Without warning a V2 rocket fell from the sky into the road. I never heard the explosion, although it
fell about 25 yards from us. When I
staggered to my feet, I saw that Billy and Dinkle were dead. Two others were so dead that they never
found a shred of them; they buried empty coffins. I ran to the front gate to find my father lying dead, his left
arm neatly severed just above the elbow and lying near him. My mother was coming out of the ruins of the
house. That V2 was small in comparison
to the hardware that is dropped today although 11 people died in all. Approximately 50 million people died between
1939 and 1945; just some 10 million were military combatants.
We
need to remember them as people.
Soldiers and civilians. Much was
made in the Gulf War, as it is being made in this, of the determination to
minimise civilian casualties.
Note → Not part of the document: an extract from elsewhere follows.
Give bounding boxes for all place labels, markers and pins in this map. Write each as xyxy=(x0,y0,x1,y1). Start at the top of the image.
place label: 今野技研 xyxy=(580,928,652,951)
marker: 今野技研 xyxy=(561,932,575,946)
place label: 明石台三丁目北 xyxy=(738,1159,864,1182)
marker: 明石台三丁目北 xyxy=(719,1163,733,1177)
Yet the
precision bombing of Baghdad, relayed to us via TV was later revealed to have
been only 30% effective. 7 out of every
10 bombs went astray. In Afghanistan,
civilians as well as soldiers are being killed, and if we are to support this
war, we must do so remembering them, and after considering their deaths a price
worth paying.
And
while we of course mourn those to whom we are linked by culture and history and
perhaps even family, we remember that war affects all people equally, and that
sometimes our own remembering emphasises our own suffering while it minimises
the suffering of other nations and cultures we find more difficult to
understand or identify with. It was a
shock to me, for example, to learn that while 2,400 were killed on 7 Dec 1941
at Pearl Harbour, 8,600 Allied troops died on
D Day 6 June 1944, 140,000 died on 6 Aug 1945 at Hiroshima. What happened at Hiroshima doesn't lessen
the tragedy of the other two occasions, but it does call us in an age where we
are so much more aware of our dependence on each other globally to try to see
the suffering of all, just as God sees the suffering of each person.
Yesterday
Michael Hodgson was inducted to Immanuel in a powerful service. One of the hymns we sang was this: The God of Abraham praise at whose supreme
command from earth we rise….we all on earth forsake its wisdom fame and pow’r:
and him our only portion make, our shield and tower. The God of Abraham was a strange God in some ways, asking him to
do things which chilled his soul, taking him to the edge of fear. But Abraham trusted God, and obeyed. He knew that God would not let him down,
that he held his life. That he was
above all powers, all terrorists all wars.
God is either in control or he is not.
We believe that one day every knee shall bow before him. Our decision about whether to engage in war
depends fundamentally on this. Jesus
said, “Do not fear those who can kill the body, but cannot kill the soul.” God holds the future. How do we best express our trust today? By war or peace?
The
parable shows us that God’s servants are frequently killed, bullied and
misunderstood. And of course, Jesus met
the same fate. If we are to support war
in this day and age then we must come to terms with the fact that Jesus’
response to evil was always to absorb it, to meet it with self-giving love, to
offer himself. It seems to me that at
every point God always takes the path of suffering love. In a world where our primal instinct is the
opposite of this – retaliation, protection, revenge, we need to remember
him.
I want to honour the war dead today by remembering them, by remembering humanity, by remembering the crucified God. And I want to honour the living of the future by having a conviction that they should exist and flourish. To know right and wrong is a struggle, and neither war nor pacifism are easy options. But for the sake of those who had the courage to offer their lives, to act on their convictions, we cannot do any less than to wrestle with ours.